За мной пришли 26 ноября, опять ночью и опять 26-го. На этот раз я не плакала, не дрожала. Какое-то сосредоточенное спокойствие овладело мной. Без волнения смотрела я, как перетряхивают все в комнате, как от горя ломает руки мама.

— Собирайтесь.

Я стала надевать свое легкое демисезонное пальто.

— Нет, подожди, — опомнилась мама, - зима на носу. Надевай мое зимнее пальто.

Она металась по комнате, всовывая мне в чемодан свое белье, меховую шапку, чулки. Сбегала в чулан и принесла старенькие, но крепкие, подшитые кожей валенки. О! Как потом пригодились они мне, как спасали от сибирских морозов. Я благословляла это мамино наитие. Но одеяла она мне тоже не положила. Виной, наверное, был Ярошенко. Помните картину "Всюду жизнь"? Арестант едет в тюремном вагоне в Сибирь, с ним его семья. Из окна ребенок кормит голубей. Все улыбаются. Или его "Заключенный". В каземате из зарешеченного окна солнце отбрасывает свет на стену и на кровать со скомканной простыней, подушкой, одеялом. Арестант встал на стол и смотрит в окно на божий мир. Вот так, по Ярошенко, мы представляли тюрьму, этап. Потому-то ни я, ни мама не собрали в тюрьму одеяло, подушку.

Меня усадили на заднее сиденье автомобиля между двух энкаведистов. И тут я как бы раздвоилась, отделилась сама от себя. На все происходившее стала смотреть посторонними любопытными глазами. Машина минула Семеновскую площадь. Елоховский собор, завернула на Кировскую и по переулку подкатила к Лубянской цитадели. Бесшумно отодвинулись металлические ворота и также бесшумно задвинулись за нами. Какими-то узкими и низкими коридо-

 

- 17 -

рами мы вошли в комнату, чем-то напоминающую больничную приемную. Здесь провожающие сдали меня конвоирам и ушли. Сидящая за столом девица занесла мою фамилию в толстую книгу, туда же пришпилила ордер на арест и махнула рукой конвоиру: "Ведите". Опять шли узкими коридорами с частыми железными дверями. Перед одной остановились, открыли и втолкнули меня в крохотный чулан-камеру. Она была без окон, свежепобелена и освещена яркой лампой, висящей под потолком.

В углу на чемодане сидела молодая женщина и плакала. Когда дверь захлопнулась, она обратилась ко мне:

— За что вас арестовали?

— Не знаю. По-моему, ни за что. У меня муж арестован.

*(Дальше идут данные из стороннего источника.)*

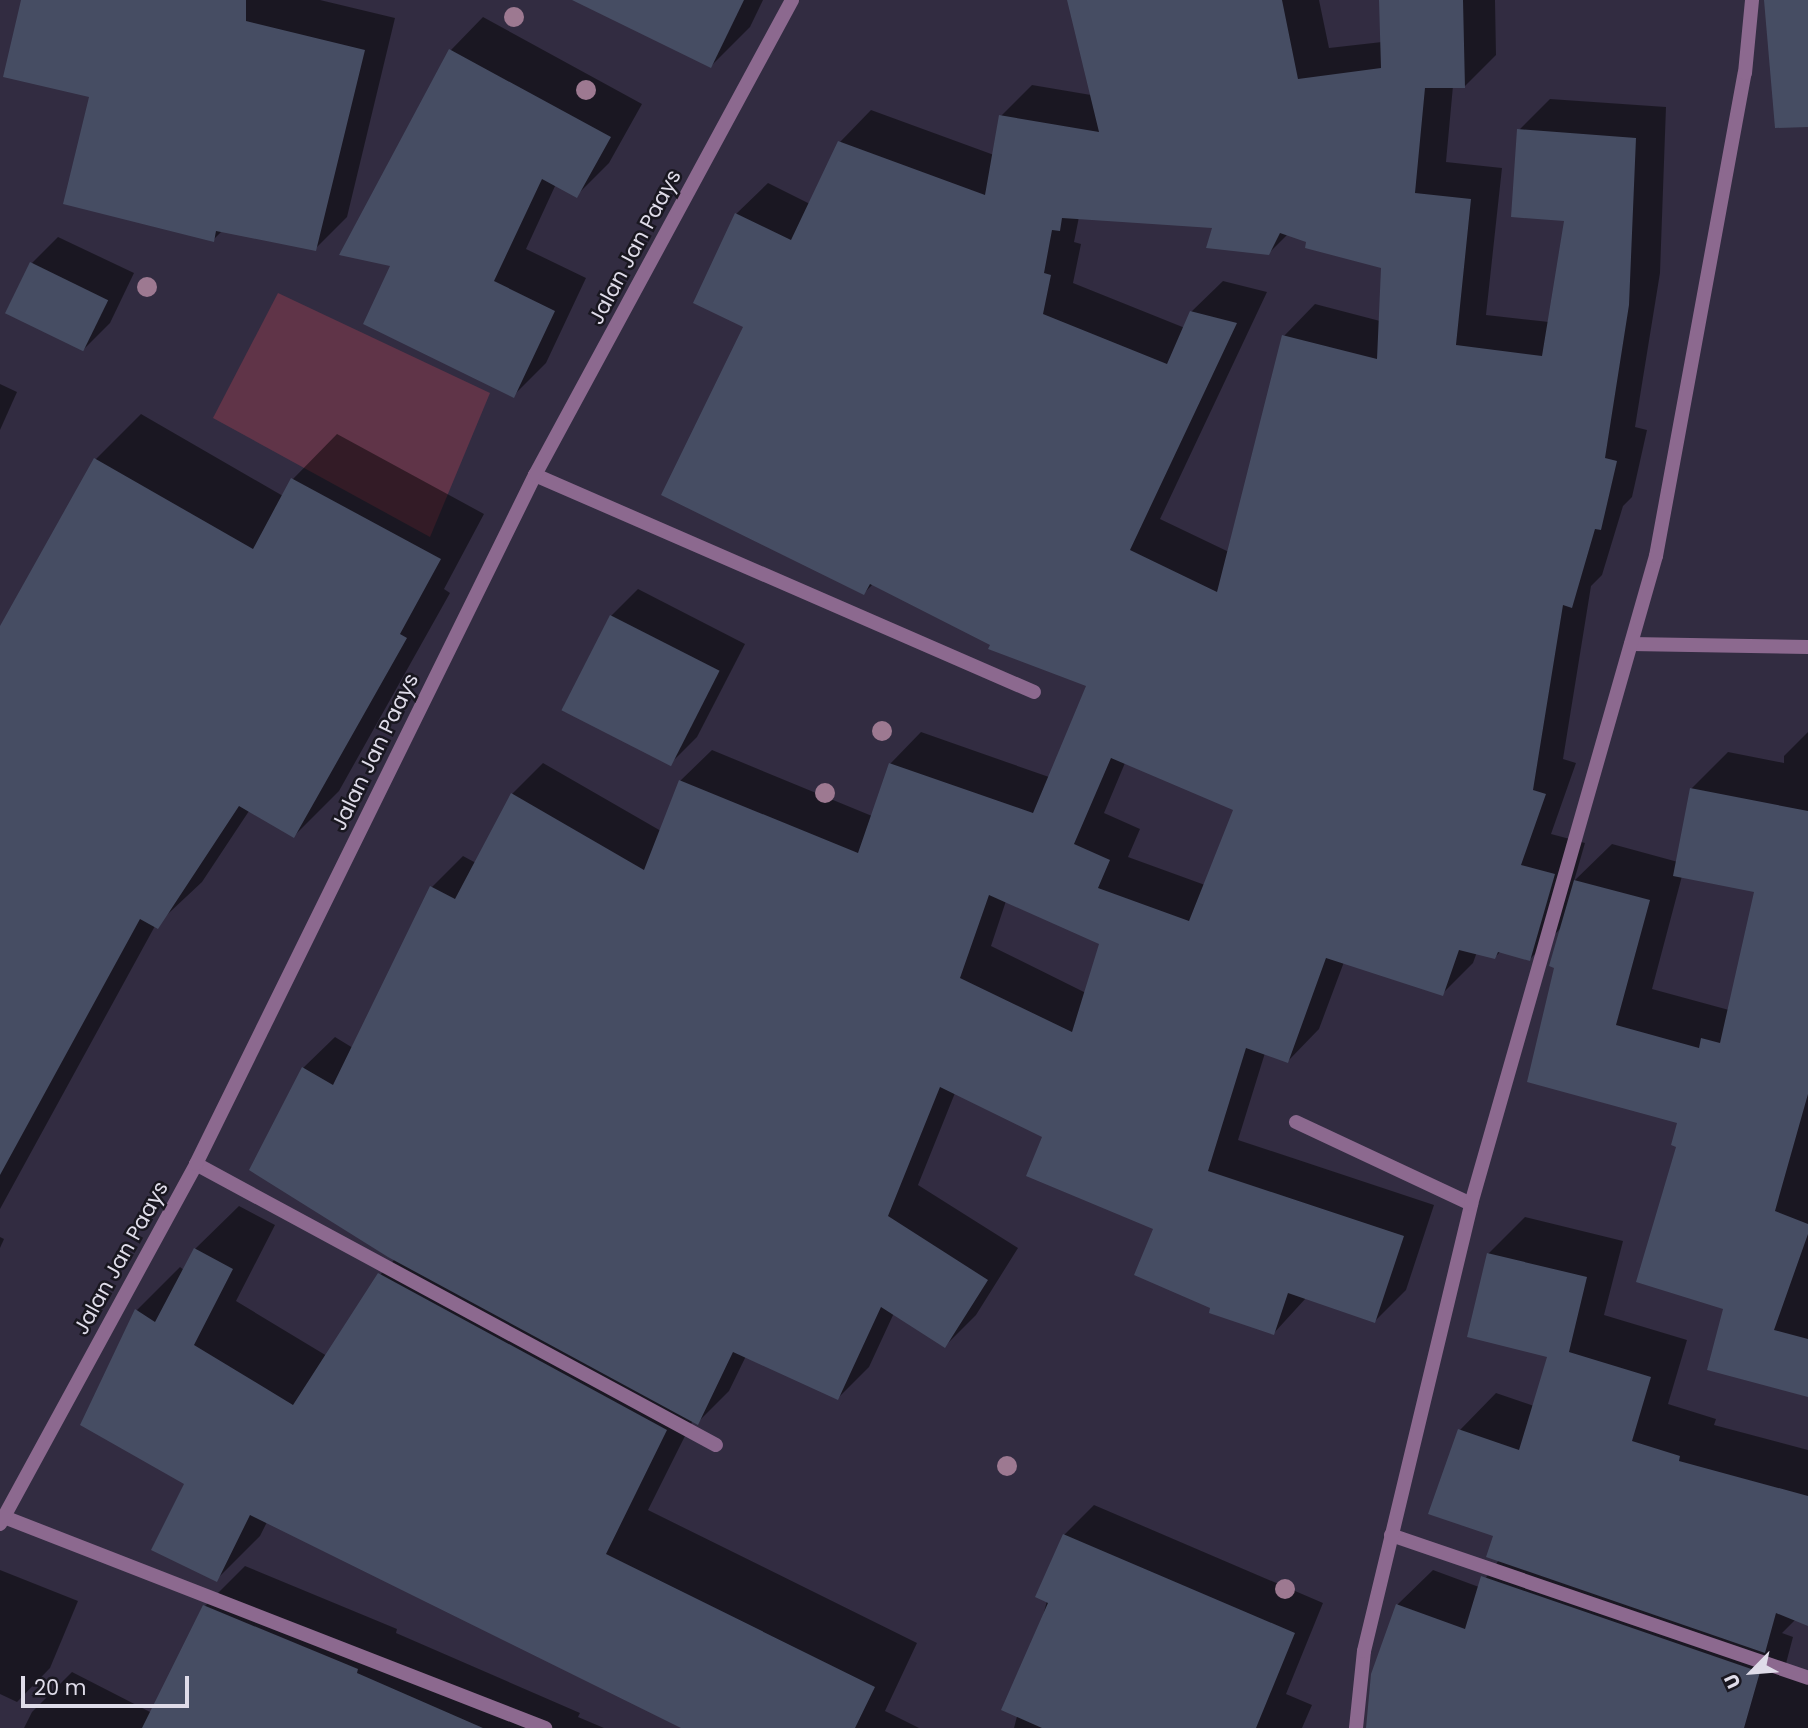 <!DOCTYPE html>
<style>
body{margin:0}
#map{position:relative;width:1808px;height:1728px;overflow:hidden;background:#322c41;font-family:Poppins,sans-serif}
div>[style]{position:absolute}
.green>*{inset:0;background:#603448}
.shadow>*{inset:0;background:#0007}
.building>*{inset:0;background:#464d63;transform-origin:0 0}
.service>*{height:14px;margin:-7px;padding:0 7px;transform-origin:7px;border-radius:7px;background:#8c698f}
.minor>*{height:14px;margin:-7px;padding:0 7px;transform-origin:7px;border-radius:7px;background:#8c698f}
.tertiary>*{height:14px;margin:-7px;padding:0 7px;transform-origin:7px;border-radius:7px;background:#8c698f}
.trees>*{width:20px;height:20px;margin:-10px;border-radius:50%;background:#9d7991}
span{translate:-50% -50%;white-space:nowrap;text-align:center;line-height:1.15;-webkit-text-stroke:5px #191720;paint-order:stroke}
.street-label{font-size:21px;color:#dfdce9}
.north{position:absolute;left:1717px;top:1637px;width:70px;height:70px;-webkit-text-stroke:5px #191720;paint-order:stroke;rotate:245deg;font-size:19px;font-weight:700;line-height:28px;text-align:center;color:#dfdce9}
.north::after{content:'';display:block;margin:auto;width:24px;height:32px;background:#dfdce9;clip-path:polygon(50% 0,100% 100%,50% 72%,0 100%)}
.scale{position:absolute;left:21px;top:1676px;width:168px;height:32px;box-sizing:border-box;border:4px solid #dfdce9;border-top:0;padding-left:9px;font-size:21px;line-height:24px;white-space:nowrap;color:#dfdce9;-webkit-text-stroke:5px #191720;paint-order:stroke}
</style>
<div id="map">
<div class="green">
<div style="clip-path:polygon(278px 293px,490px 393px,430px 537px,213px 418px)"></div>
</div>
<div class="shadow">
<div style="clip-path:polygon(23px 0,320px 0,395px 18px,347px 217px,315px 249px,223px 230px,213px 240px,91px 96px)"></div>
<div style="clip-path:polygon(607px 0,763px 0,750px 27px,711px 66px)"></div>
<div style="clip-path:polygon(evenodd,1069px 0,1319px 0,1329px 48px,1382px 42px,1381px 0,1495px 0,1496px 55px,1465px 86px,1453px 86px,1446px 162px,1502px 168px,1486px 315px,1549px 322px,1566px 219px,1519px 130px,1550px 99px,1666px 107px,1660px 273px,1635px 427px,1647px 430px,1632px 497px,1623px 506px,1602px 575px,1591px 586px,1563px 759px,1576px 763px,1551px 834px,1585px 843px,1574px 881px,1612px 844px,1678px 862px,1691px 789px,1728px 752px,1784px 763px,1784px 756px,1808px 732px,1808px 1396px,1725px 1308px,1679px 1146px,1679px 1122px,1556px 967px,1562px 927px,1530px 959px,1501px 951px,1495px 957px,1477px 952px,1473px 963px,1442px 994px,1344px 962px,1319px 1029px,1288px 1061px,1265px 1053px,1238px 1140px,1434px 1205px,1406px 1290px,1375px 1321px,1306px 1298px,1274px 1333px,1212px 1307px,1155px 1228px,1044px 1136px,955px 1093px,918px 1185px,1018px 1248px,976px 1315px,945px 1346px,894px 1313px,869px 1367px,838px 1398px,746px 1356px,729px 1391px,698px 1422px,693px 1420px,648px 1510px,917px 1643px,885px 1711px,919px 1728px,685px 1728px,267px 1522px,260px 1536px,217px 1579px,137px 1310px,180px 1267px,184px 1270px,195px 1249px,239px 1206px,275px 1225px,236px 1301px,327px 1356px,380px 1275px,395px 1259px,303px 1068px,335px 1037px,353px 1048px,432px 887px,463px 856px,476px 863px,512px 794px,543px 763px,661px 831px,680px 781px,712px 750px,872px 816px,890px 764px,921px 732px,1049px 777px,1088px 685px,992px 644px,873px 584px,864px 593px,746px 326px,736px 214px,768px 183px,810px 204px,840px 142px,871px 110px,994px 155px,1001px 116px,1032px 85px,1091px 95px,1069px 0,1079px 217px,1214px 226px,1269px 253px,1288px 234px,1382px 267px,1380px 321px,1315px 304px,1284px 336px,1229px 552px,1160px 519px,1267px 292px,1223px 281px,1191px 312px,1185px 328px,1073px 283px,1081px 244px,1074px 242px,1079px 217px,1069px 0,1125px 763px,1235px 809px,1205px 885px,1128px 857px,1140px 829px,1104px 813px,1125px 763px,1069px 0,1682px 876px,1756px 890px,1729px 1010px,1652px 989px,1682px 876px,1069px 0,1006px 901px,1101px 943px,1086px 993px,991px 946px,1006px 901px)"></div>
<div style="clip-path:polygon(483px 17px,642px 104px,609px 163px,577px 195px,556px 184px,526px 249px,586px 278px,546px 363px,513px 396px,393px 265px,342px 254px,451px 50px)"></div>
<div style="clip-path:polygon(58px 237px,134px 273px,110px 323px,84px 349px,32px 263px)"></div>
<div style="clip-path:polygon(0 384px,17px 392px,0 430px)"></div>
<div style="clip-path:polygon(141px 414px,283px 496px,293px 479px,337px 434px,484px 514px,444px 589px,450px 593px,339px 791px,294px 836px,249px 811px,202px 882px,155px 926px,0 1209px,0 629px,96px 459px)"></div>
<div style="clip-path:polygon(638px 589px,745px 644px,697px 737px,671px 763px,611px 616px)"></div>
<div style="clip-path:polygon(1525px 1217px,1623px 1241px,1604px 1315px,1687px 1340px,1668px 1404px,1716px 1419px,1714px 1425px,1808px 1450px,1808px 1624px,1796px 1619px,1782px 1633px,1793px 1637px,1783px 1675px,1808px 1684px,1808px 1728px,1414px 1728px,1373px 1675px,1398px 1604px,1433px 1570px,1479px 1587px,1499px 1560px,1495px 1535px,1460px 1430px,1496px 1393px,1534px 1406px,1549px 1356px,1488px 1254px)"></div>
<div style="clip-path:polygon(0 1237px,4px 1239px,0 1248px)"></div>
<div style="clip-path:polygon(1094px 1505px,1323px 1603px,1286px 1694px,1312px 1705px,1302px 1728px,1014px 1728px,1064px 1535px)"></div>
<div style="clip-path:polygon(245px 1566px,397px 1629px,396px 1633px,580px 1713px,578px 1717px,604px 1728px,24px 1728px,32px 1712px,72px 1672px,152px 1713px,205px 1606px)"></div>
<div style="clip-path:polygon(0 1570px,78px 1601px,50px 1668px,17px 1702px,0 1694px)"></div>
</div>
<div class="building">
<div style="clip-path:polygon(21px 0,246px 0,246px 21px,365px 50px,316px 251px,216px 231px,214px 242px,63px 204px,89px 97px,3px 77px)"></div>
<div style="clip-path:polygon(572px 0,744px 0,711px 68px)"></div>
<div style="clip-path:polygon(evenodd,1067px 0,1282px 0,1298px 79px,1381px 68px,1379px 0,1463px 0,1465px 88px,1425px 88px,1415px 193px,1471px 199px,1456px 345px,1542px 356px,1564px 221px,1511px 217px,1517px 129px,1636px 138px,1629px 305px,1605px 458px,1617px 461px,1601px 530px,1595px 529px,1572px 608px,1563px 605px,1533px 790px,1546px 794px,1521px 865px,1555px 874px,1530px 961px,1498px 952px,1495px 959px,1459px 950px,1443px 996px,1326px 958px,1288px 1063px,1246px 1048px,1208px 1171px,1404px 1236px,1375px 1323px,1288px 1293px,1274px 1335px,1209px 1313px,1210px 1308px,1134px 1275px,1153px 1229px,1026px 1176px,1042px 1137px,940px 1087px,888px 1216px,988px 1280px,945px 1348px,881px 1307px,838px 1400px,733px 1352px,698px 1425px,388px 1257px,249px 1170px,302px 1067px,333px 1085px,430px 886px,455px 899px,511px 793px,644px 870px,679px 780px,858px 853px,889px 763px,1033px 813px,1086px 686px,988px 649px,990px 645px,870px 584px,864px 595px,661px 495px,743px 327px,693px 303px,735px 213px,791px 240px,838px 141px,985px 195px,999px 115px,1099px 132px,1067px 0,1062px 218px,1212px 228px,1206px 248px,1269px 255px,1280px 233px,1306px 242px,1305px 248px,1381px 268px,1377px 359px,1282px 335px,1217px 592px,1130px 550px,1237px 323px,1190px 311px,1167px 364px,1043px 314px,1051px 275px,1044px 273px,1052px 230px,1060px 231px,1062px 218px,1067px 0,1111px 758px,1233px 810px,1189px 921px,1098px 888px,1110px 860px,1074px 844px,1111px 758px,1067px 0,989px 895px,1099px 944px,1072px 1032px,960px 978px,989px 895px)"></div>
<div style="clip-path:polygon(1764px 0,1808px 0,1808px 127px,1775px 128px)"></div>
<div style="clip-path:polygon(449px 49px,611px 137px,577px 198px,542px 179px,494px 281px,555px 311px,514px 398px,363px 324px,390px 266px,339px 255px)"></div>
<div style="left:30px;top:262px;width:87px;height:57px;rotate:26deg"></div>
<div style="clip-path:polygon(94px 458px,253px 549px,291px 478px,441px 559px,400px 634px,407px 638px,294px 838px,239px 806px,158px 929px,140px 919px,0 1175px,0 626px)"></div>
<div style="left:610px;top:615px;width:123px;height:107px;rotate:27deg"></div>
<div style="clip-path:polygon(1690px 788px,1808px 811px,1808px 1094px,1775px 1211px,1808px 1224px,1808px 1234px,1774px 1330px,1808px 1339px,1808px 1397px,1707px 1370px,1723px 1309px,1636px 1282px,1676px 1147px,1671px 1145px,1677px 1123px,1527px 1082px,1554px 968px,1549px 966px,1574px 880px,1650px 900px,1616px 1025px,1699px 1048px,1701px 1038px,1720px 1043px,1754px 892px,1673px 876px)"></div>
<div style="clip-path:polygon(194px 1248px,233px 1269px,194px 1345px,293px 1405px,378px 1273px,667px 1430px,606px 1554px,875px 1687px,855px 1728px,681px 1728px,250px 1515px,217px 1582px,151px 1550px,184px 1484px,80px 1425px,135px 1309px,155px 1322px)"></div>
<div style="clip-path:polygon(1487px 1253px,1587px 1277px,1569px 1352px,1651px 1377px,1632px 1441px,1680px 1456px,1679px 1461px,1808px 1496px,1808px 1626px,1776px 1613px,1765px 1653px,1486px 1557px,1493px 1536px,1428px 1514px,1458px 1429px,1519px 1450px,1547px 1357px,1467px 1337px)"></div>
<div style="clip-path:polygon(1063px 1534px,1295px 1633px,1256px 1728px,1042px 1728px,1001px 1710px,1048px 1603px,1035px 1597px)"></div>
<div style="clip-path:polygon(1481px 1576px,1760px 1672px,1744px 1728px,1366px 1728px,1371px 1674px,1396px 1604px,1465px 1629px)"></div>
<div style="clip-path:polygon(203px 1605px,358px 1669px,357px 1673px,483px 1728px,142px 1728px)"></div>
</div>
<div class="service">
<div style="left:1296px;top:1122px;width:193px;rotate:25.1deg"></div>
<div style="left:196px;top:1164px;width:591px;rotate:28.39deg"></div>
</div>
<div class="minor">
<div style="left:535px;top:475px;width:544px;rotate:23.5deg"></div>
<div style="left:1631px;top:644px;width:177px;rotate:1deg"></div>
<div style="left:4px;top:1517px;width:581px;rotate:21.31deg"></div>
<div style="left:1391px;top:1535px;width:441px;rotate:18.9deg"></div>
<div style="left:1356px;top:1728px;width:77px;rotate:-84.1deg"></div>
<div style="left:1364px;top:1651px;width:460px;rotate:-76.5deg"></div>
<div style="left:1471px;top:1204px;width:674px;rotate:-74.07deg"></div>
<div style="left:1656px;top:556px;width:491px;rotate:-79.6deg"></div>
<div style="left:1745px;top:73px;width:73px;rotate:-84.5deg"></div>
</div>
<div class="tertiary">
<div style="left:0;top:1524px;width:410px;rotate:-61.4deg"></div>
<div style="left:196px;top:1164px;width:768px;rotate:-63.8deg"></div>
<div style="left:535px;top:475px;width:540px;rotate:-61.58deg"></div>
</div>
<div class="trees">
<div style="left:514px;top:17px"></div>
<div style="left:586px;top:90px"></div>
<div style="left:147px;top:287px"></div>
<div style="left:882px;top:731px"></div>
<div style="left:825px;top:793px"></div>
<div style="left:1007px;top:1466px"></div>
<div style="left:1285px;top:1589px"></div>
</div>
<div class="street-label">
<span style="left:635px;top:247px;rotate:-62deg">Jalan Jan Paays</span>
<span style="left:375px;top:752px;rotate:-64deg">Jalan Jan Paays</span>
<span style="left:121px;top:1258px;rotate:-61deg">Jalan Jan Paays</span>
</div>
<div class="north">U</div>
<div class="scale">20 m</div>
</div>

— У меня тоже. Кто ваш муж?

— Доцент математики.

— А мой - помощник Туполева. Слышали о нем?

— Конечно. А сам Туполев?

— Его забрали раньше моего мужа.

Она назвала свою фамилию - Черышева, и тут же разрыдалась. Стала рассказывать, как ее арестовали, как в квартире остались двое маленьких детей. Она плакала и все говорила, что потеряет детей, что в Москве у них нет родственников, а соседи и знакомые запуганы. Она все говорила и плакала, плакала. Временами в железной двери лязгал глазок, и кто-то наблюдал за нами. Часов у нас не было. Мы были вне времени. В нашем белом каменном ящике ослепительно ярко горела лампочка.

Внезапно открылась дверь, и к нам вошло, вернее, ввалилось что-то непомерно большое и круглое. Круглым были большой живот и зад, обтянутый романовским полушубком, круглая голова, замотанная в шерстяной платок. Круглые узлы громоздились спереди и сзади странной фигуры. Она остановилась, скинула с плеч свои узлы, опустила на пол увесистую сумку и пробасила:

— Здравствуйте, бабоньки. Давно здесь сидите?

— Ночью нас привезли.

 

- 18 -

— Ну, а сейчас утро красное. Со мной им долго повозиться пришлось. Торопили, да я не спешила. Она скинула с себя меховой полушубок, удобно уселась на одном из узлов, размотала платок, и мыувидели улыбающееся лицо пожилой женщины.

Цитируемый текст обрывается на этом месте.